Kohl afirma que estes são os alunos “excluídos da escola”; eu acrescentaria que estes mesmos alunos são também excluídos na escola. Acredito que enquanto as demandas dos alunos e do projeto pedagógico seguirem caminhos antagônicos, a escola não estará a serviço daqueles que, afinal, são a razão de sua existência. Kohl assertivamente destaca que “se esses adultos não pensam de forma apropriada ou não são capazes de aprender adequadamente, isso se deve a sua pertinência a um grupo cultural específico.” É papel da escola e da EJA destacar este pertencimento, recrutando o conhecimento do aluno como partícipe no processo de ensino-aprendizagem. “(...) não há evidências de que algum grupo cultural tenha deficiências nos componentes básicos dos processos cognitivos. Isto é, todo ser humano é capaz de abstrair, categorizar, fazer inferências, utilizar formas de representação verbal etc.” Indispensável, portanto, ver cada aluno da EJA além dos processos escolares. Para estes indivíduos, o desempenho nas relações entre seus pares não raro determina posições de status dentro do grupo, as quais são por eles valorizadas, mas não pela escola. Para Kohl, “todo conhecimento é igualmente valioso, toda visão de mundo é legítima, todo conteúdo é importante.”

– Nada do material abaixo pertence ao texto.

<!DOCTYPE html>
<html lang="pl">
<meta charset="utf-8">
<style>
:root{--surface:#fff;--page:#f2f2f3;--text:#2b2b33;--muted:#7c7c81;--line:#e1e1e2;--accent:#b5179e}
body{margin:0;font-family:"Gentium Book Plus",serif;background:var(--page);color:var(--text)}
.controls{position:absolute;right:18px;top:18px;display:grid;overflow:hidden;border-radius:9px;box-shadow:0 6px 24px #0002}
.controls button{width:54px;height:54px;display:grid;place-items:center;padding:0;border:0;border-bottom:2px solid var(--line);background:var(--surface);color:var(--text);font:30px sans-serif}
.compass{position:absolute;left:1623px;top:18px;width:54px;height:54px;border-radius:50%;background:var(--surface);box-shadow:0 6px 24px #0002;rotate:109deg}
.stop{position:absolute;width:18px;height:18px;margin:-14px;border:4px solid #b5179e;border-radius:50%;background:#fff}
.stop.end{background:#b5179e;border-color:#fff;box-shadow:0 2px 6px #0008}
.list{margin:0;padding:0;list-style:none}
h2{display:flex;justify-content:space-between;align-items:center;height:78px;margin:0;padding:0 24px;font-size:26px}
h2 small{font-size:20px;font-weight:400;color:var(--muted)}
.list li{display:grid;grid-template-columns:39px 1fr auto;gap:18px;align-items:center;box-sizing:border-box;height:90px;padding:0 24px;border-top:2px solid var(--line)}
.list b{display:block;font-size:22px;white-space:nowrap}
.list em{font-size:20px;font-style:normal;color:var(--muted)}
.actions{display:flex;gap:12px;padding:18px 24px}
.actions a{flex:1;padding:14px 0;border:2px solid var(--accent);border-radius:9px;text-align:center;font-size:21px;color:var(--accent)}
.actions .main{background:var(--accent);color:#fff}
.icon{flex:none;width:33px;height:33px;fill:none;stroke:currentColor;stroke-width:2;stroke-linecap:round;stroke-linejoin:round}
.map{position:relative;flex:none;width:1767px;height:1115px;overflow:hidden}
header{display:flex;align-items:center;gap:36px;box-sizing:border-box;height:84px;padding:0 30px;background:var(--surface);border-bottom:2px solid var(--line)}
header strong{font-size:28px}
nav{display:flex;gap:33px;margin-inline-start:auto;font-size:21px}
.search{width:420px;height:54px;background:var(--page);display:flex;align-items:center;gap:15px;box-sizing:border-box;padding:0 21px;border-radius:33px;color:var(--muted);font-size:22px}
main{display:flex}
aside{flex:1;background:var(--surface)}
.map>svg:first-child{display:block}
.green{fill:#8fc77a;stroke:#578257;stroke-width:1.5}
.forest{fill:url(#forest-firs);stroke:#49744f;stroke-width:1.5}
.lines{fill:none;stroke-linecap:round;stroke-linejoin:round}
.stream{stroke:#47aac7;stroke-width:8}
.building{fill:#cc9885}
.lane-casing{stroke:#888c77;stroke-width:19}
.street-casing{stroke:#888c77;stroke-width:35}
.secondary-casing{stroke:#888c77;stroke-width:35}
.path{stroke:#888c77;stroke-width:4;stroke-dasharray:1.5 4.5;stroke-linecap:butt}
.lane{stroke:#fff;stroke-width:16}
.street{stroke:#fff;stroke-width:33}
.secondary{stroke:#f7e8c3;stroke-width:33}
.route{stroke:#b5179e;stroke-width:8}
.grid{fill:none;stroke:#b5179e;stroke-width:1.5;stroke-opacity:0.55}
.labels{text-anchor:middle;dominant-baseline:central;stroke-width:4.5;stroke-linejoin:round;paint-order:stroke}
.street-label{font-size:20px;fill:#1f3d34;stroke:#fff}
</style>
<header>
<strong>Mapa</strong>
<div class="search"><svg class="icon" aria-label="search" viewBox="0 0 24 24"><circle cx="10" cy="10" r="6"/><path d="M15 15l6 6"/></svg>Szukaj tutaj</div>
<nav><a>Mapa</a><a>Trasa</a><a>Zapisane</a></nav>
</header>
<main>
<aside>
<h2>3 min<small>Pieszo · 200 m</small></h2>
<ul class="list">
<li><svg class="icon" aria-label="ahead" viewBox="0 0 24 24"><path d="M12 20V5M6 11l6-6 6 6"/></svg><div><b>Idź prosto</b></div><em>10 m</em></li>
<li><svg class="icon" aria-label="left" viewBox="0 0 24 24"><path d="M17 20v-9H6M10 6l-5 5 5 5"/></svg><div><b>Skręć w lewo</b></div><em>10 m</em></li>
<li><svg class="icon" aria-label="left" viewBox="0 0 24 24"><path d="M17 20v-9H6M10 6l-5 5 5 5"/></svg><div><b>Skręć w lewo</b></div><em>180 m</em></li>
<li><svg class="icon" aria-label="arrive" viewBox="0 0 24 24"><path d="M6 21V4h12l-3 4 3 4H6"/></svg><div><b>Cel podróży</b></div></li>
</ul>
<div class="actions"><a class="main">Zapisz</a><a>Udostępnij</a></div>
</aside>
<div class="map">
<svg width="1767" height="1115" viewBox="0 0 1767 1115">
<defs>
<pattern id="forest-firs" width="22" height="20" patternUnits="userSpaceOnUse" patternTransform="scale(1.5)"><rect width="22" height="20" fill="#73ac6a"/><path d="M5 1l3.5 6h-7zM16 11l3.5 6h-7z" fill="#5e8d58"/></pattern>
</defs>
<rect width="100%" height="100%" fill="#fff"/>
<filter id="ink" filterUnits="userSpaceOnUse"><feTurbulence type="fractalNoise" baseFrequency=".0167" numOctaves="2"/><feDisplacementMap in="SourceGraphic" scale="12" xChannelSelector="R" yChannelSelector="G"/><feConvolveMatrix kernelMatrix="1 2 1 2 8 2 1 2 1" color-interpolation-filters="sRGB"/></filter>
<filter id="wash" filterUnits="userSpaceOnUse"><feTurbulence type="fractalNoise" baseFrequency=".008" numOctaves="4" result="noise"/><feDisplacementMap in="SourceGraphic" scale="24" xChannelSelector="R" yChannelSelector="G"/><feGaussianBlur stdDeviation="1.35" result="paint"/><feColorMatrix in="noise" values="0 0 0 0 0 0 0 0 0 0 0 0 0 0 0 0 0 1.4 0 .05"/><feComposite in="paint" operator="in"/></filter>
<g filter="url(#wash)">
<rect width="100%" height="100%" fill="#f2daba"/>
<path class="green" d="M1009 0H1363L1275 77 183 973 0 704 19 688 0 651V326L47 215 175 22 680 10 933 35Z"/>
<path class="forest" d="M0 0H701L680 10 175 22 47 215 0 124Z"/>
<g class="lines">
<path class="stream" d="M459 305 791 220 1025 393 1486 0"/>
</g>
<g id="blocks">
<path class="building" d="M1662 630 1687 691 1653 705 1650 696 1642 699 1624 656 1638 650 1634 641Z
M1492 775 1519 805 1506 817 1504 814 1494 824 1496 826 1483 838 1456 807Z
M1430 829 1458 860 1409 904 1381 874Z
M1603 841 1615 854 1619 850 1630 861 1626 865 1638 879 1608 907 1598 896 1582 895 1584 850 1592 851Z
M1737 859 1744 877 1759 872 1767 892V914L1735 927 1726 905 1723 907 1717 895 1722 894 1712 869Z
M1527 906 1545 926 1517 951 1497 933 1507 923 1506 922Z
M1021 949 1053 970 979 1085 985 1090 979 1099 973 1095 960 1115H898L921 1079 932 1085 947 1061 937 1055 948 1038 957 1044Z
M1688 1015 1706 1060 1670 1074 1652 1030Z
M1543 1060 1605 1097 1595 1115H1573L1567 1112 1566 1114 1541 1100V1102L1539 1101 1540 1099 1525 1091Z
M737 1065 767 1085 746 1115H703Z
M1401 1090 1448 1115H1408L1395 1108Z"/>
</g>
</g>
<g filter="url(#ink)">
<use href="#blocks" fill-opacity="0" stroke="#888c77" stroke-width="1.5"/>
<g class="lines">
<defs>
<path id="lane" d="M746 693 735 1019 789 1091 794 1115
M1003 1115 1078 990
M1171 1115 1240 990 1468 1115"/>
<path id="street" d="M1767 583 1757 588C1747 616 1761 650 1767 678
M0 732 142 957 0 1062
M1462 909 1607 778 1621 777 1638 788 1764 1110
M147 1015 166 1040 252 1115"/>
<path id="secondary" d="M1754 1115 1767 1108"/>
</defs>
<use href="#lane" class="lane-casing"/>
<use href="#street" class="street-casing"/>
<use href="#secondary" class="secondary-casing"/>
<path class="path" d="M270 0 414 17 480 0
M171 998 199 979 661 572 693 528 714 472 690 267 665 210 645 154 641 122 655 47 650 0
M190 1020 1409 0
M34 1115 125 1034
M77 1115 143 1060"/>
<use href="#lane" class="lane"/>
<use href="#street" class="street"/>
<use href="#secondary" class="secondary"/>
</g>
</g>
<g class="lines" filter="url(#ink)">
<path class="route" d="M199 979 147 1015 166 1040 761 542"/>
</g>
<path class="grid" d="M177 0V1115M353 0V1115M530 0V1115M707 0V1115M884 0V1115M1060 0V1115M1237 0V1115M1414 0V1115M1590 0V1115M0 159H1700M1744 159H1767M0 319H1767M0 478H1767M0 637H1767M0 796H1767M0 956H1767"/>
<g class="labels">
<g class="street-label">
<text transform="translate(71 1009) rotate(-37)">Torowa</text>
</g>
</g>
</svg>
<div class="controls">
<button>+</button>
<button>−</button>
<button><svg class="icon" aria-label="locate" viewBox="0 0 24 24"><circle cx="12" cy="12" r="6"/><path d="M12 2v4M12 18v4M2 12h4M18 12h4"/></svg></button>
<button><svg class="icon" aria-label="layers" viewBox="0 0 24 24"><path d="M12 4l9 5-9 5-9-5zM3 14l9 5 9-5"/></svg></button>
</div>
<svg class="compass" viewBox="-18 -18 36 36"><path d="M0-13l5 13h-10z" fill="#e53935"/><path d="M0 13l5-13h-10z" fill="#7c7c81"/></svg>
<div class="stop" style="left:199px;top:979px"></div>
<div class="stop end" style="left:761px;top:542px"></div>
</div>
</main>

Mas e quanto ao professor: estará ele disposto a ouvir histórias de perdas, de violência de toda espécie e de incontáveis maneiras de desumanizar alguém? Em meio a tais relatos de dor e aridez ouve-se lampejos de esperança, pois passa pelo cabedal de aspirações deste aluno perceber-se parte da sociedade letrada, de forma que possa exercer sua cidadania integral e plenamente. De toda forma, isto não ocorre no primeiro dia, na primeira semana ou mês; despir-se de um sentimento de inadequação social começa pelo acolhimento cotidiano na práxis de sua escola. Isto é, encontrar um ambiente acolhedor e prazeroso representará a este aluno uma motivação ímpar para que se permaneça inabalável no propósito de dar prosseguimento aos estudos outrora interrompidos. Não de outra forma, a EJA auxiliará a reescrita das histórias de dos seus atores, posto que são estes mesmos sujeitos os criadores de uma nova trajetória pessoal individual e coletiva possível.

REFERÊNCIAS:

OLIVEIRA, Marta Kohl de. Jovens e adultos como sujeitos de conhecimento e aprendizagem. Revista Brasileira de Educação, Set./Out./Nove./Dez. 1999, n. 12, p. 59-73.

Um comentário:

Patrícia_Tutora PEAD disse...

Paulo muito boa sua postagem, adorei! Em seu texto traz teoria e argumentos, enriquecendo muito a postagem!

O que mais você diria ou apresentaria para sustentar sua argumentação?